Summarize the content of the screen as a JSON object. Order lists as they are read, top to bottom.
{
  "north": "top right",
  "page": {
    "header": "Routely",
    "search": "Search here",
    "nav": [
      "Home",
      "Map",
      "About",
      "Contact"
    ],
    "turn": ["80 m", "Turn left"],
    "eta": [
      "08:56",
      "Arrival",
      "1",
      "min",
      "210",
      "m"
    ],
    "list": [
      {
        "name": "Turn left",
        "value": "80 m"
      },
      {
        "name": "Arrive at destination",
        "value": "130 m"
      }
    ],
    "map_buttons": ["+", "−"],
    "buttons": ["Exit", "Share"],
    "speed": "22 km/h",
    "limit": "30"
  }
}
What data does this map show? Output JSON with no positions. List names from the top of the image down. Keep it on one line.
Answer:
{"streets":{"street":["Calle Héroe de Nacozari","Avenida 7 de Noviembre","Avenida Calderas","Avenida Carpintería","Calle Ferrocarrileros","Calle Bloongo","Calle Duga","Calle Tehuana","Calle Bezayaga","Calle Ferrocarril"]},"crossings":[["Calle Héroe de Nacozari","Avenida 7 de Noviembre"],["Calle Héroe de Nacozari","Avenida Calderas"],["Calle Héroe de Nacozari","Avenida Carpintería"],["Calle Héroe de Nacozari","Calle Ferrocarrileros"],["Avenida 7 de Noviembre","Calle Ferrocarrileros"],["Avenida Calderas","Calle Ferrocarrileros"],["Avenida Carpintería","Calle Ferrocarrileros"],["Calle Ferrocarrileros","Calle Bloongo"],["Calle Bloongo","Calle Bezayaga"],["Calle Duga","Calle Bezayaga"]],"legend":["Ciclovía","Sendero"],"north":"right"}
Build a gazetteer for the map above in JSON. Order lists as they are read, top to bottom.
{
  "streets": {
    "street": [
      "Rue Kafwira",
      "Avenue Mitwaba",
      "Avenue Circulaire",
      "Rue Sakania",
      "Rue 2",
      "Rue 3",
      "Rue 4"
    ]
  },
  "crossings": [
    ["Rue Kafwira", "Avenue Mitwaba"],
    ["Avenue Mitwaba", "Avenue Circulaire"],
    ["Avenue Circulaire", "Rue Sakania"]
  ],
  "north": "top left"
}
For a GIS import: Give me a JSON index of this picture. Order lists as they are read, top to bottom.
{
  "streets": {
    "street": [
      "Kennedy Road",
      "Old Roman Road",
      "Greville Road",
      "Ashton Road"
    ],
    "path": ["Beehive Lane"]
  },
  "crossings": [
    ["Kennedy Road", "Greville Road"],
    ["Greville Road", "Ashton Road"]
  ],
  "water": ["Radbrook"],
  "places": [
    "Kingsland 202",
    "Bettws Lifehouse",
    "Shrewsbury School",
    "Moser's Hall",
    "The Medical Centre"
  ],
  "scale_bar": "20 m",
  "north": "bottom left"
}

> _Problem description_
All lines from the beginning of the listing through the one with "What data does" are to be restated word for word, and only those.

> _Response area_
Summarize the content of the screen as a JSON object. Order lists as they are read, top to bottom.
{
  "north": "top right",
  "page": {
    "header": "Routely",
    "search": "Search here",
    "nav": [
      "Home",
      "Map",
      "About",
      "Contact"
    ],
    "turn": ["80 m", "Turn left"],
    "eta": [
      "08:56",
      "Arrival",
      "1",
      "min",
      "210",
      "m"
    ],
    "list": [
      {
        "name": "Turn left",
        "value": "80 m"
      },
      {
        "name": "Arrive at destination",
        "value": "130 m"
      }
    ],
    "map_buttons": ["+", "−"],
    "buttons": ["Exit", "Share"],
    "speed": "22 km/h",
    "limit": "30"
  }
}
What data does this map show? Output JSON with no positions. List names from the top of the image down. Keep it on one line.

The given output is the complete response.